Collaborazioni, plurimandato, auto e nuove opportunità. L’avvocato dello studio legale Taurini & Hazan ha detto la sua nel corso di un convegno organizzato dallo Sna.
«Le collaborazioni fra intermediari? Ho visto delle applicazioni distorsive che hanno portato tante volte a superare il vecchio tema del mandato congiunto – disgiunto, moltiplicando la catena dei compensi a totale zero utilità per il cliente. Non è questa la strada giusta». Maurizio Hazan (nella foto), avvocato presso lo studio legale Taurini & Hazan, come suo solito non usa giri di parole per esprimere la sua opinione. E lo ha fatto anche in occasione di un recente convegno organizzato a Milano dal Sindacato nazionale agenti, sul tema delle liberalizzazioni nel settore assicurativo.
Per Hazan la vera logica delle collaborazioni fra intermediari è «il presidio delle aree scoperte e la possibilità di organizzare la propria attività di intermediazione in una logica di servizio vero, di protezione dei clienti».
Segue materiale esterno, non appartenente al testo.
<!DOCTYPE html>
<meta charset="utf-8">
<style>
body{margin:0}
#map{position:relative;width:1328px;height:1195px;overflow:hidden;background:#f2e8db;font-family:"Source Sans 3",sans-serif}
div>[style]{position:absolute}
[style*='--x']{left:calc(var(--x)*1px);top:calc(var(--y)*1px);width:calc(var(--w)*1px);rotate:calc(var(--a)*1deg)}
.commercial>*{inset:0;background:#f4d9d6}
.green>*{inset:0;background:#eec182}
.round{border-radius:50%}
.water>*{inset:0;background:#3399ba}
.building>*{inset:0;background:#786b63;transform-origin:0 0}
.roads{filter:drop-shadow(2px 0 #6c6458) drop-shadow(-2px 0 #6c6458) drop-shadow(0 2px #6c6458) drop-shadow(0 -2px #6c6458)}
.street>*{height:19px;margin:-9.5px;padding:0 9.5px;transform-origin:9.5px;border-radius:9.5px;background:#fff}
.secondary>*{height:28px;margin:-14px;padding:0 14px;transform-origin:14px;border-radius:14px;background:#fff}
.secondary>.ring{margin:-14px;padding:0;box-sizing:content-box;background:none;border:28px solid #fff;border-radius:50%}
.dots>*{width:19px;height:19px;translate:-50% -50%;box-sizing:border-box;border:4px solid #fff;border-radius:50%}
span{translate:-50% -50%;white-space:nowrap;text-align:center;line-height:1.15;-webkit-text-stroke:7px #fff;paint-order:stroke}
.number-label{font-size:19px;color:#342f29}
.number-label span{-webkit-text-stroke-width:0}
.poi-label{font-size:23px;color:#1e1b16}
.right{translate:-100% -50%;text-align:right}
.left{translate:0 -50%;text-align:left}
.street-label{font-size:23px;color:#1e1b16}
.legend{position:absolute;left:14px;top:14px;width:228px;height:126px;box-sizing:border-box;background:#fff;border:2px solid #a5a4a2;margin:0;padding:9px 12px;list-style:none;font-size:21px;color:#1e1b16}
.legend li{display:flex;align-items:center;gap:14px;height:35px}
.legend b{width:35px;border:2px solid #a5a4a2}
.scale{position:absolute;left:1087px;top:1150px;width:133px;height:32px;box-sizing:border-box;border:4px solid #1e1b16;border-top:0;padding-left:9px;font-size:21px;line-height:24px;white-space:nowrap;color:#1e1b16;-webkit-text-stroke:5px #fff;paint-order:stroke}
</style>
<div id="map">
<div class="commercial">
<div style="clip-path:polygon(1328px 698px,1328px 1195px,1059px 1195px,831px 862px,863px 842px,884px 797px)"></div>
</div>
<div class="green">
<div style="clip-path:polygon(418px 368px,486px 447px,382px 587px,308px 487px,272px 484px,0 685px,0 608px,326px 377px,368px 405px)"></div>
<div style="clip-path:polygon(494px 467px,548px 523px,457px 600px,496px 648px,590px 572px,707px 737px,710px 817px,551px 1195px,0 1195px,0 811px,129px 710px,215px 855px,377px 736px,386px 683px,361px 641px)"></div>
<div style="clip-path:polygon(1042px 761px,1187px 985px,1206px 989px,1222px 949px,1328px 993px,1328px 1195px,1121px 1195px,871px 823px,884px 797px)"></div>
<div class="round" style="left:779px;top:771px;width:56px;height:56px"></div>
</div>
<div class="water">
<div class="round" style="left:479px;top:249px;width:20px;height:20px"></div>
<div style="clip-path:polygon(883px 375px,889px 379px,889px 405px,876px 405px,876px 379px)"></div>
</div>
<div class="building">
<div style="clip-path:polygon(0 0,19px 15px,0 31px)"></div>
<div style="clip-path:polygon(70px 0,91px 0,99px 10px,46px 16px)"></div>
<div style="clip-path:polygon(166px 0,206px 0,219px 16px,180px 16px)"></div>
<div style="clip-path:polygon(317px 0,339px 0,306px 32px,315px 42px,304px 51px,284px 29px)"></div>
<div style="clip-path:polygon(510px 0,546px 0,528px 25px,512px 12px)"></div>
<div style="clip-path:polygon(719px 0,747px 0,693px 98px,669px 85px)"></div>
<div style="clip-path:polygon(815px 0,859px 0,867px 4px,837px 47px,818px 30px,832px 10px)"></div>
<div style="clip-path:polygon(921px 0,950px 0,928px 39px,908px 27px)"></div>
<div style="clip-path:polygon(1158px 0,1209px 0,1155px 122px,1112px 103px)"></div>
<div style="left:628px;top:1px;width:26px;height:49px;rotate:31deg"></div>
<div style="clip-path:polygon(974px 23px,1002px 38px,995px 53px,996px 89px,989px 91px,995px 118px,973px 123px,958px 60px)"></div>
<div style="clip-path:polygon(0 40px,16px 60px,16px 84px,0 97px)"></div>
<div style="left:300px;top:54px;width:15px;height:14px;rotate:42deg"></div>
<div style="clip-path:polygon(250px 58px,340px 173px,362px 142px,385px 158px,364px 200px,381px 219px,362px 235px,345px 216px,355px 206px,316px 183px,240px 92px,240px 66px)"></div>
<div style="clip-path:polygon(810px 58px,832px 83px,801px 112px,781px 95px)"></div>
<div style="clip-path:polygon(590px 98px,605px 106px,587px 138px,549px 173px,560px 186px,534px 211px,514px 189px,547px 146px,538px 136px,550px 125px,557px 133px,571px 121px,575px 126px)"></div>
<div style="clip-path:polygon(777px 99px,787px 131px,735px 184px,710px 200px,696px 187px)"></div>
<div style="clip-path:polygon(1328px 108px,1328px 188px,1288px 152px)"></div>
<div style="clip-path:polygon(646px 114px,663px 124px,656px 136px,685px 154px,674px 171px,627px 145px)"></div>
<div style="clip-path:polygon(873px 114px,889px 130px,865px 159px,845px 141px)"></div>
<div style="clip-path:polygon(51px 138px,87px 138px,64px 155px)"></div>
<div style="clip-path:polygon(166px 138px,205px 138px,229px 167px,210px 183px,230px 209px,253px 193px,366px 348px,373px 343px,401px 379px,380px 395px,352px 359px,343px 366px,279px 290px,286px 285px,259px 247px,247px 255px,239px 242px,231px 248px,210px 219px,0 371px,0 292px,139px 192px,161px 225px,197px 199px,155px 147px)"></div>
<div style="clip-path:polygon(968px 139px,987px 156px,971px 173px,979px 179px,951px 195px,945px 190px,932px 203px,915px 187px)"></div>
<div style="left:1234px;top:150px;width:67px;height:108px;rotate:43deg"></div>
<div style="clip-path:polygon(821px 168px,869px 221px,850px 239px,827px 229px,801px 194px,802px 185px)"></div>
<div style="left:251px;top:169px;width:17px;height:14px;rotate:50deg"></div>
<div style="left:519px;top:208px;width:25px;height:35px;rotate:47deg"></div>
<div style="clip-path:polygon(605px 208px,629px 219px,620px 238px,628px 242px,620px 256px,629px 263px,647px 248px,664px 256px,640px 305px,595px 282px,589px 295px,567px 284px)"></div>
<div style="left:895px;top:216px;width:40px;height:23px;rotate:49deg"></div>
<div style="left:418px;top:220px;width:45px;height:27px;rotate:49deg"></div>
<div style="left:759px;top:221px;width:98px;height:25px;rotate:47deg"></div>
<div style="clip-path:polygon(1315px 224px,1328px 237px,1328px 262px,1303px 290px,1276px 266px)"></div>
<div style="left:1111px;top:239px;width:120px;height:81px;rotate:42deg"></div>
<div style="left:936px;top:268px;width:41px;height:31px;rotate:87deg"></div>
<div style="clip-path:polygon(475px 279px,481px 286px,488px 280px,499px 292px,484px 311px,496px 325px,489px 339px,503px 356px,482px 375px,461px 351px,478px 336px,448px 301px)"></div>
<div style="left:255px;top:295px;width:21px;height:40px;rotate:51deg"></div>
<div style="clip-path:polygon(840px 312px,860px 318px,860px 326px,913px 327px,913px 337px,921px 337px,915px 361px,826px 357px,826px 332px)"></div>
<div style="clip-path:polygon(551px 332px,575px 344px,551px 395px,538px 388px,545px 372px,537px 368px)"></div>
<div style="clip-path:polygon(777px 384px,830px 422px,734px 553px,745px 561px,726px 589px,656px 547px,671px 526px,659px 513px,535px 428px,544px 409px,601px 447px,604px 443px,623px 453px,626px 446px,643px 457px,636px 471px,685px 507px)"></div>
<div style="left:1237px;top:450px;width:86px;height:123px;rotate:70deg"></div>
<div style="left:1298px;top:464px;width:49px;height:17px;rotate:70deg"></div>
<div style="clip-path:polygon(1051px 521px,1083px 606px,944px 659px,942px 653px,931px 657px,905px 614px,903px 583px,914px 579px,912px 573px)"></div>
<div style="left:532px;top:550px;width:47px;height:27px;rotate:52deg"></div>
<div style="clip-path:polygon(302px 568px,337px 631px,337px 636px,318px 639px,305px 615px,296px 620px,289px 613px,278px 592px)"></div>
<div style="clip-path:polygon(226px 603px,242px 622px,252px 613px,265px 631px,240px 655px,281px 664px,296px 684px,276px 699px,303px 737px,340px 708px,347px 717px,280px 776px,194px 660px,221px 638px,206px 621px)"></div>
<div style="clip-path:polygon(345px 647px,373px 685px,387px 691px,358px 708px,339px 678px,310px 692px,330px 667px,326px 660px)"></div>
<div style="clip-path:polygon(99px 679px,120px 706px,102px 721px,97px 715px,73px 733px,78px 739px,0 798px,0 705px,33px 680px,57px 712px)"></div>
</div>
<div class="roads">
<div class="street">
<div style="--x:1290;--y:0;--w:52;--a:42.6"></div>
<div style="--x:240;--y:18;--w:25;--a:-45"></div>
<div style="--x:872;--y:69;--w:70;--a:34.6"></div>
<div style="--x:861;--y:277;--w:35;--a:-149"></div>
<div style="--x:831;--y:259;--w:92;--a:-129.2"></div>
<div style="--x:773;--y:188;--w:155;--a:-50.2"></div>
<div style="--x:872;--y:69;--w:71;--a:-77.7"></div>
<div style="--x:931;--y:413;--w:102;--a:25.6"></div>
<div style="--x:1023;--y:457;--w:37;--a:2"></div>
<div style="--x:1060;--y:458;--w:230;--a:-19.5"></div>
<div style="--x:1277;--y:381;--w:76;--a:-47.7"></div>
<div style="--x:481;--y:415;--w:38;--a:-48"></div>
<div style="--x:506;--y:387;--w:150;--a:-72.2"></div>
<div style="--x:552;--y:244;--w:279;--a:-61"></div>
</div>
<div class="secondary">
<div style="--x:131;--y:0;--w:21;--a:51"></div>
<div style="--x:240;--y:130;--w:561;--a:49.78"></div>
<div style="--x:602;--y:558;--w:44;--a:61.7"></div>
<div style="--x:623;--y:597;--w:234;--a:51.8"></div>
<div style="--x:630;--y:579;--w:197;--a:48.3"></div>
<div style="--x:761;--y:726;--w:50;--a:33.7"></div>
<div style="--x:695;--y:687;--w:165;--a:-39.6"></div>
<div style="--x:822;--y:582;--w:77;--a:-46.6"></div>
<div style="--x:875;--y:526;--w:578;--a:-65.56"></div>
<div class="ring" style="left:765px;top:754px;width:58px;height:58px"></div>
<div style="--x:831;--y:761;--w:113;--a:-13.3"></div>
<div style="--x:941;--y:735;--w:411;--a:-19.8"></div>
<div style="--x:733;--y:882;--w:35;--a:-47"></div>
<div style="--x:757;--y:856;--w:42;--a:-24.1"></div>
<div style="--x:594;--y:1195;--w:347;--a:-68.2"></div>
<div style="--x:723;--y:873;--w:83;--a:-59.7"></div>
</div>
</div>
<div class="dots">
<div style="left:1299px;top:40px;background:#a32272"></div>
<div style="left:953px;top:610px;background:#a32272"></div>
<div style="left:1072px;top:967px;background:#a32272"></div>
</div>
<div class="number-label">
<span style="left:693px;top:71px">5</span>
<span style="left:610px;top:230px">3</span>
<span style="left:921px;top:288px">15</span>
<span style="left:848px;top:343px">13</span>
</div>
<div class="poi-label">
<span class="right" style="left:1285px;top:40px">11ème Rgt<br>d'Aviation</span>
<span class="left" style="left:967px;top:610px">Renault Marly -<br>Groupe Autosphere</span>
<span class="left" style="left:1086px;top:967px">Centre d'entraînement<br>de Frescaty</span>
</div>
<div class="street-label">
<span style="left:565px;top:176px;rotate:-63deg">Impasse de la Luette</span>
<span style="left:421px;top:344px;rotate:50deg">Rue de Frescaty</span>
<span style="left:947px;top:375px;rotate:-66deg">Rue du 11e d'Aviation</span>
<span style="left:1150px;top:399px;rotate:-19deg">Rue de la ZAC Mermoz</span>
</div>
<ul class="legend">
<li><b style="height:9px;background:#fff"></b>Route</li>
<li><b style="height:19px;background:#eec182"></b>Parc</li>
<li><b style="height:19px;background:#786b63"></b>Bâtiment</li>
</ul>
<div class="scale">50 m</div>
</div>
In merito al plurimandato, di cui si è parlato durante il dibattito, l’avvocato ha sottolineato come «abbia aperto moltissimo il mercato», anche se, per gli agenti, il tema vero è un altro: «l’agente non deve più commettere l’errore di essere trainato: al contrario, deve essere trainante se ha una competenza specifica. Sarà lui a essere ricercato, a guidare, a trovare soluzioni per il cliente. L’auto? È un mercato poco concorrenziale, sono altri i comparti su cui oggi bisogna puntare, trovare più spazi, settori trainanti come il welfare state e tutto il mondo dell’integrazione in generale della copertura del rischio e anche il sostegno delle attività professionali».